(Exercise input begins)

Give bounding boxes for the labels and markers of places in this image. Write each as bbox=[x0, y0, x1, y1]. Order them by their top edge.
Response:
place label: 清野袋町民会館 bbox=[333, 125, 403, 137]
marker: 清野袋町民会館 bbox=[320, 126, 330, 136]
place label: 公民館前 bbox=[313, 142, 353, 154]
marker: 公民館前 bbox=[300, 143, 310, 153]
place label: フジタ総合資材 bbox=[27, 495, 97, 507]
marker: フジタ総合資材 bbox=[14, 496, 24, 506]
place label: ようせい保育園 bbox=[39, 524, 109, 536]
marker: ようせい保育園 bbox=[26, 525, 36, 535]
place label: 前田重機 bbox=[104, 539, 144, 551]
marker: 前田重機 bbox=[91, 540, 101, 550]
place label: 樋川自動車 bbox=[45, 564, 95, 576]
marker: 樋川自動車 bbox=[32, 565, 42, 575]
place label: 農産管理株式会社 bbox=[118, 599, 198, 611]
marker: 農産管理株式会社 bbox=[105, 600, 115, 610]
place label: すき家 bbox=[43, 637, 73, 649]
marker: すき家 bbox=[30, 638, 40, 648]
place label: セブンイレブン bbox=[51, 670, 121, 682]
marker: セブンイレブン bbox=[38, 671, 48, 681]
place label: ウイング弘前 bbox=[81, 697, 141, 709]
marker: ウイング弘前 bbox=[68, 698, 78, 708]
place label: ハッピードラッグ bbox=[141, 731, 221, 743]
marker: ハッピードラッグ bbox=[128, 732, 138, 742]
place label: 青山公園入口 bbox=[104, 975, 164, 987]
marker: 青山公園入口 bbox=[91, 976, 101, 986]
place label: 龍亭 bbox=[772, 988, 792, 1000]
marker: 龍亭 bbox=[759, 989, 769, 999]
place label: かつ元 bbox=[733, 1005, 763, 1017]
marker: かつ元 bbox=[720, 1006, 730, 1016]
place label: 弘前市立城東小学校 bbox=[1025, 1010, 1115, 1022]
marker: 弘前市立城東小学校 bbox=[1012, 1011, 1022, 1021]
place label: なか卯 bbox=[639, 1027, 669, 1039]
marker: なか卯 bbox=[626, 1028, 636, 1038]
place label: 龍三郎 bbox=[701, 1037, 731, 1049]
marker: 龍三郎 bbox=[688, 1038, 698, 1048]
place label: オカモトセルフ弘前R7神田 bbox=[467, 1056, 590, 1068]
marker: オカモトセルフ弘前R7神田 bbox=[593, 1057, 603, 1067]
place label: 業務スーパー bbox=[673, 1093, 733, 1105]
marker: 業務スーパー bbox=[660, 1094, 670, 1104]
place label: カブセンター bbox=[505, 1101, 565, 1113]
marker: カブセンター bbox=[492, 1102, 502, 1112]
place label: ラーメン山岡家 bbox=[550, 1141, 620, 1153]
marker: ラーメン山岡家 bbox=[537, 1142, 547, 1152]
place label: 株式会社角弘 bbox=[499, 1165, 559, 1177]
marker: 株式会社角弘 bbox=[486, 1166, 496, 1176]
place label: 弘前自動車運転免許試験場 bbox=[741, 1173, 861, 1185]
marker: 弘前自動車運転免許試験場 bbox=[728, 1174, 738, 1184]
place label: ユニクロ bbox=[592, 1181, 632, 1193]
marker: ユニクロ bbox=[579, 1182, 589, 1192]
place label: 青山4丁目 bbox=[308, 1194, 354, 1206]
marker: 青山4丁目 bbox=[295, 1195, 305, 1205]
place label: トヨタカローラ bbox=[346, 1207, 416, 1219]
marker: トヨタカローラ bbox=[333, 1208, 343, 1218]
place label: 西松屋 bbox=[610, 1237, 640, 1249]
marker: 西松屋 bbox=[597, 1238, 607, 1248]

(Exercise input ends)

Could you retype all of the entries, leaving every character unchanged?

**Exercise solution**:
Give bounding boxes for the labels and markers of places in this image. Write each as bbox=[x0, y0, x1, y1]. Order them by their top edge.
Response:
place label: 清野袋町民会館 bbox=[333, 125, 403, 137]
marker: 清野袋町民会館 bbox=[320, 126, 330, 136]
place label: 公民館前 bbox=[313, 142, 353, 154]
marker: 公民館前 bbox=[300, 143, 310, 153]
place label: フジタ総合資材 bbox=[27, 495, 97, 507]
marker: フジタ総合資材 bbox=[14, 496, 24, 506]
place label: ようせい保育園 bbox=[39, 524, 109, 536]
marker: ようせい保育園 bbox=[26, 525, 36, 535]
place label: 前田重機 bbox=[104, 539, 144, 551]
marker: 前田重機 bbox=[91, 540, 101, 550]
place label: 樋川自動車 bbox=[45, 564, 95, 576]
marker: 樋川自動車 bbox=[32, 565, 42, 575]
place label: 農産管理株式会社 bbox=[118, 599, 198, 611]
marker: 農産管理株式会社 bbox=[105, 600, 115, 610]
place label: すき家 bbox=[43, 637, 73, 649]
marker: すき家 bbox=[30, 638, 40, 648]
place label: セブンイレブン bbox=[51, 670, 121, 682]
marker: セブンイレブン bbox=[38, 671, 48, 681]
place label: ウイング弘前 bbox=[81, 697, 141, 709]
marker: ウイング弘前 bbox=[68, 698, 78, 708]
place label: ハッピードラッグ bbox=[141, 731, 221, 743]
marker: ハッピードラッグ bbox=[128, 732, 138, 742]
place label: 青山公園入口 bbox=[104, 975, 164, 987]
marker: 青山公園入口 bbox=[91, 976, 101, 986]
place label: 龍亭 bbox=[772, 988, 792, 1000]
marker: 龍亭 bbox=[759, 989, 769, 999]
place label: かつ元 bbox=[733, 1005, 763, 1017]
marker: かつ元 bbox=[720, 1006, 730, 1016]
place label: 弘前市立城東小学校 bbox=[1025, 1010, 1115, 1022]
marker: 弘前市立城東小学校 bbox=[1012, 1011, 1022, 1021]
place label: なか卯 bbox=[639, 1027, 669, 1039]
marker: なか卯 bbox=[626, 1028, 636, 1038]
place label: 龍三郎 bbox=[701, 1037, 731, 1049]
marker: 龍三郎 bbox=[688, 1038, 698, 1048]
place label: オカモトセルフ弘前R7神田 bbox=[467, 1056, 590, 1068]
marker: オカモトセルフ弘前R7神田 bbox=[593, 1057, 603, 1067]
place label: 業務スーパー bbox=[673, 1093, 733, 1105]
marker: 業務スーパー bbox=[660, 1094, 670, 1104]
place label: カブセンター bbox=[505, 1101, 565, 1113]
marker: カブセンター bbox=[492, 1102, 502, 1112]
place label: ラーメン山岡家 bbox=[550, 1141, 620, 1153]
marker: ラーメン山岡家 bbox=[537, 1142, 547, 1152]
place label: 株式会社角弘 bbox=[499, 1165, 559, 1177]
marker: 株式会社角弘 bbox=[486, 1166, 496, 1176]
place label: 弘前自動車運転免許試験場 bbox=[741, 1173, 861, 1185]
marker: 弘前自動車運転免許試験場 bbox=[728, 1174, 738, 1184]
place label: ユニクロ bbox=[592, 1181, 632, 1193]
marker: ユニクロ bbox=[579, 1182, 589, 1192]
place label: 青山4丁目 bbox=[308, 1194, 354, 1206]
marker: 青山4丁目 bbox=[295, 1195, 305, 1205]
place label: トヨタカローラ bbox=[346, 1207, 416, 1219]
marker: トヨタカローラ bbox=[333, 1208, 343, 1218]
place label: 西松屋 bbox=[610, 1237, 640, 1249]
marker: 西松屋 bbox=[597, 1238, 607, 1248]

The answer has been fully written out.